→ **PROBLEM DETAILS**: Filter the records below and copy every line containing the word "maternelle".

→ **AVAILABLE RECORDS**:
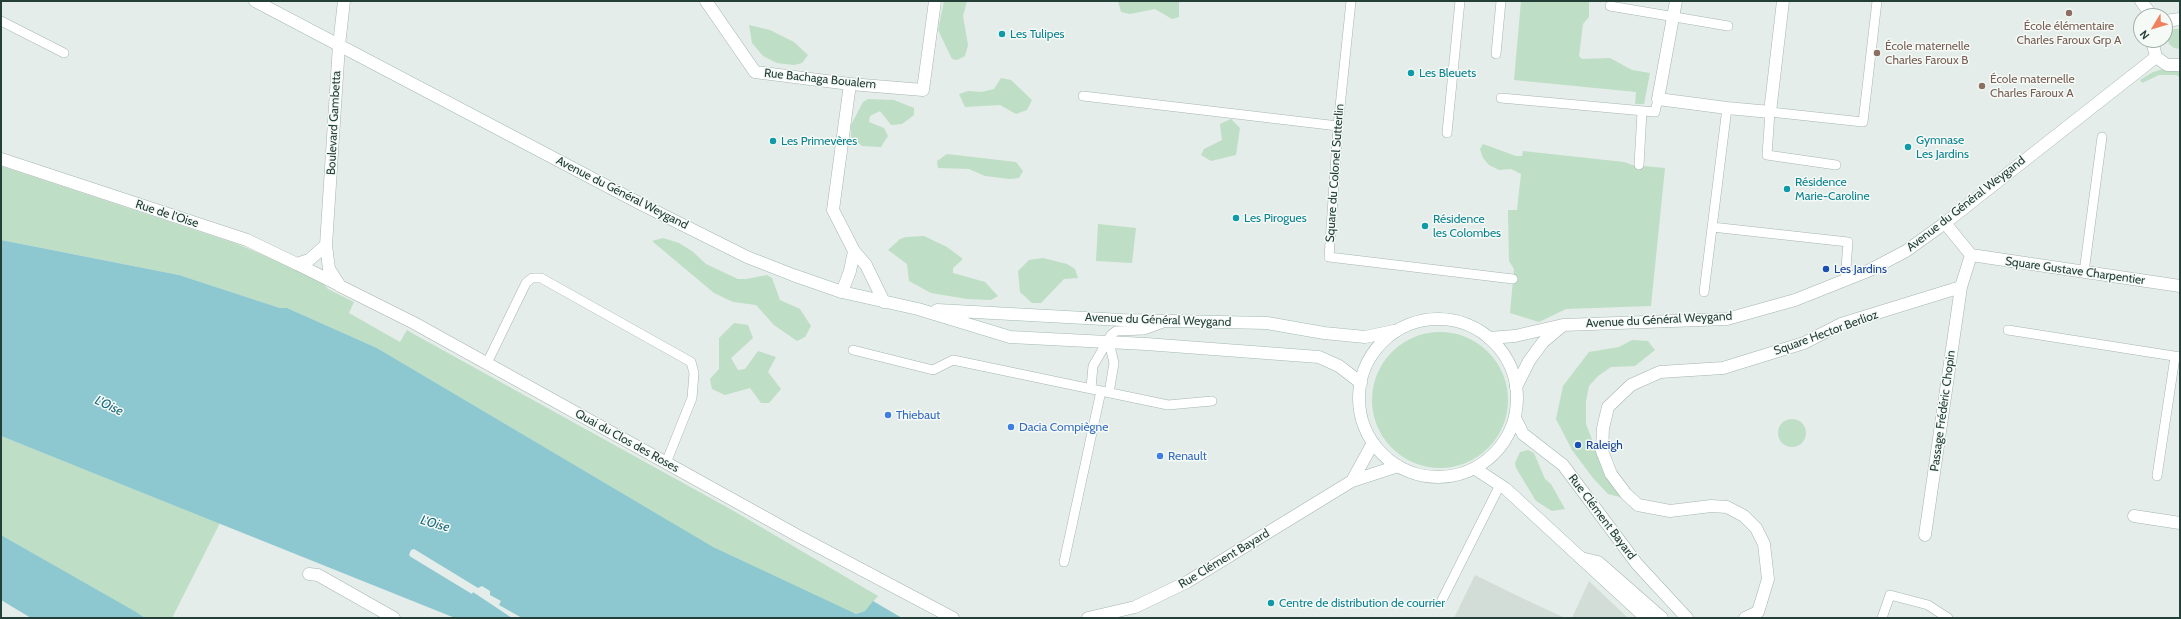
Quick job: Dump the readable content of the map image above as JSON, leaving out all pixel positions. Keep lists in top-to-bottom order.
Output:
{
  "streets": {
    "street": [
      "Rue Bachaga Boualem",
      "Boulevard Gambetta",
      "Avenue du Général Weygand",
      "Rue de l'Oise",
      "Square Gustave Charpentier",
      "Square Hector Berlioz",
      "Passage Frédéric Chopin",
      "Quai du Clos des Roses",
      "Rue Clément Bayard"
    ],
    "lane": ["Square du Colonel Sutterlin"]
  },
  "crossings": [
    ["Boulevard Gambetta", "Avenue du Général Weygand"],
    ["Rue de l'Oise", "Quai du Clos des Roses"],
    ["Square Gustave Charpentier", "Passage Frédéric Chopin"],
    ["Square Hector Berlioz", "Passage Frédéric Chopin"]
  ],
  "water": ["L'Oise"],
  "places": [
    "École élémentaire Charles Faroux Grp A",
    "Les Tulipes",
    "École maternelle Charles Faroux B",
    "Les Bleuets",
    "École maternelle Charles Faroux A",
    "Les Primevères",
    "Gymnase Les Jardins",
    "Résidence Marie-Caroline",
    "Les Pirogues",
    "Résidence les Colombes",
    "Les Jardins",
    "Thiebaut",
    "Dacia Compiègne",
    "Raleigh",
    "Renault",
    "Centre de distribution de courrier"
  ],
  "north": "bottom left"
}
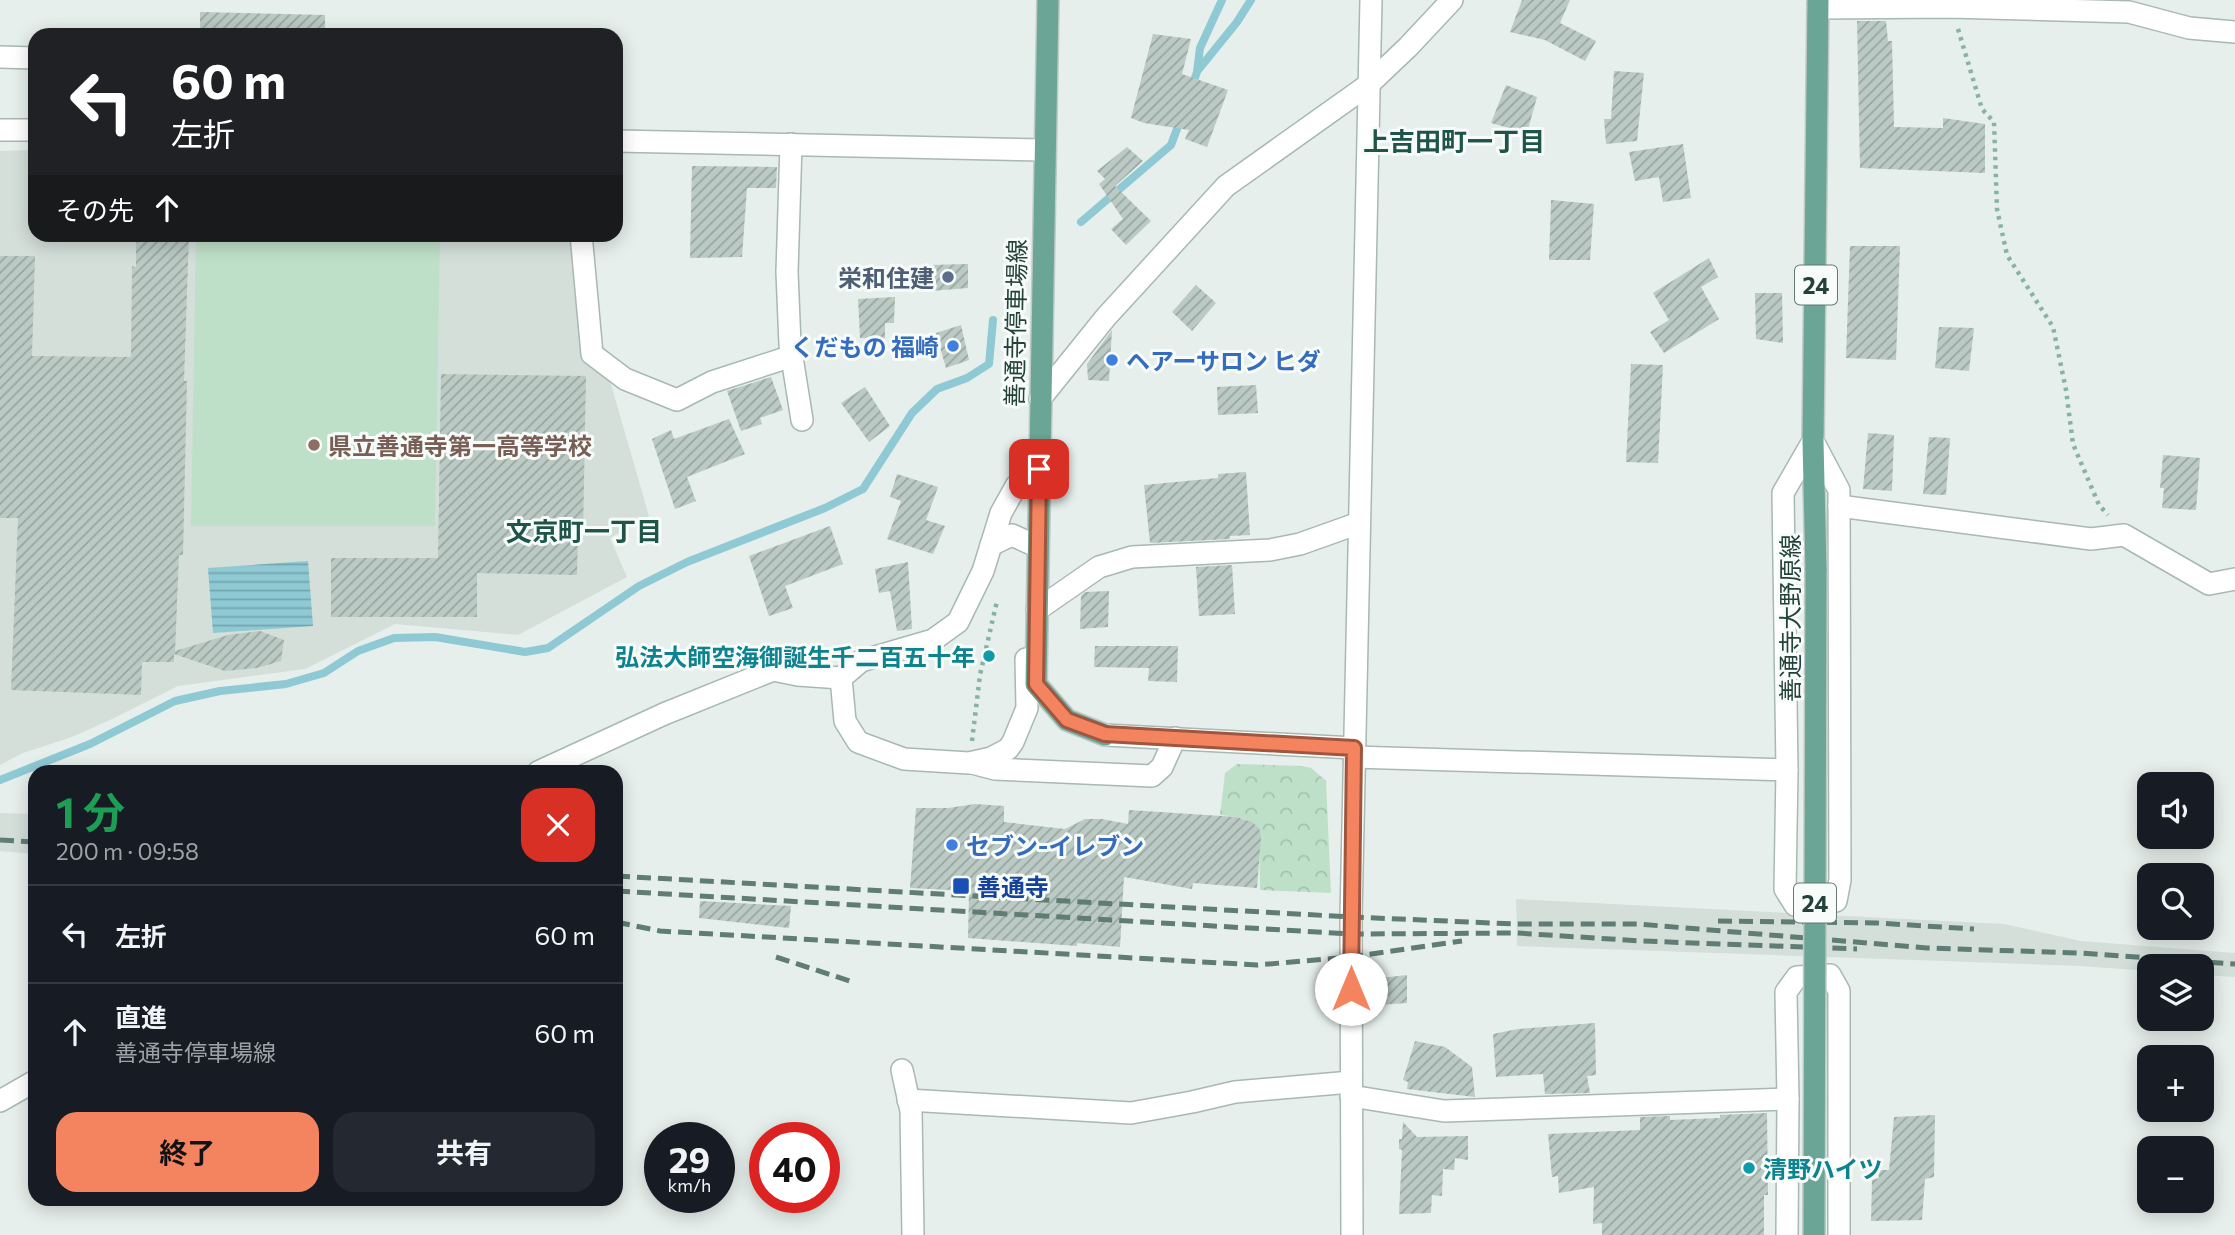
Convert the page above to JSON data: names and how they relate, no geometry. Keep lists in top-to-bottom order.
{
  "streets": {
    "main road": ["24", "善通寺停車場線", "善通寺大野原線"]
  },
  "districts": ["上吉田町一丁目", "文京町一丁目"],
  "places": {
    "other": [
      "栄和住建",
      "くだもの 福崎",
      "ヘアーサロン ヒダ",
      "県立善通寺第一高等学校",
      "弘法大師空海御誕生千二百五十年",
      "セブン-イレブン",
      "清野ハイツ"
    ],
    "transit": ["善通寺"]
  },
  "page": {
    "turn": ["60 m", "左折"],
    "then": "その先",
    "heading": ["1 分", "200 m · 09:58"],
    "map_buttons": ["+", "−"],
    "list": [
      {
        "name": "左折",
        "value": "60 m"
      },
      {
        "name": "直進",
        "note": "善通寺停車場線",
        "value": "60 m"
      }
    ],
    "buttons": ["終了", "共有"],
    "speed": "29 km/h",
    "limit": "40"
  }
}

→ **WRITTEN RESPONSE**:
    "École maternelle Charles Faroux B",
    "École maternelle Charles Faroux A",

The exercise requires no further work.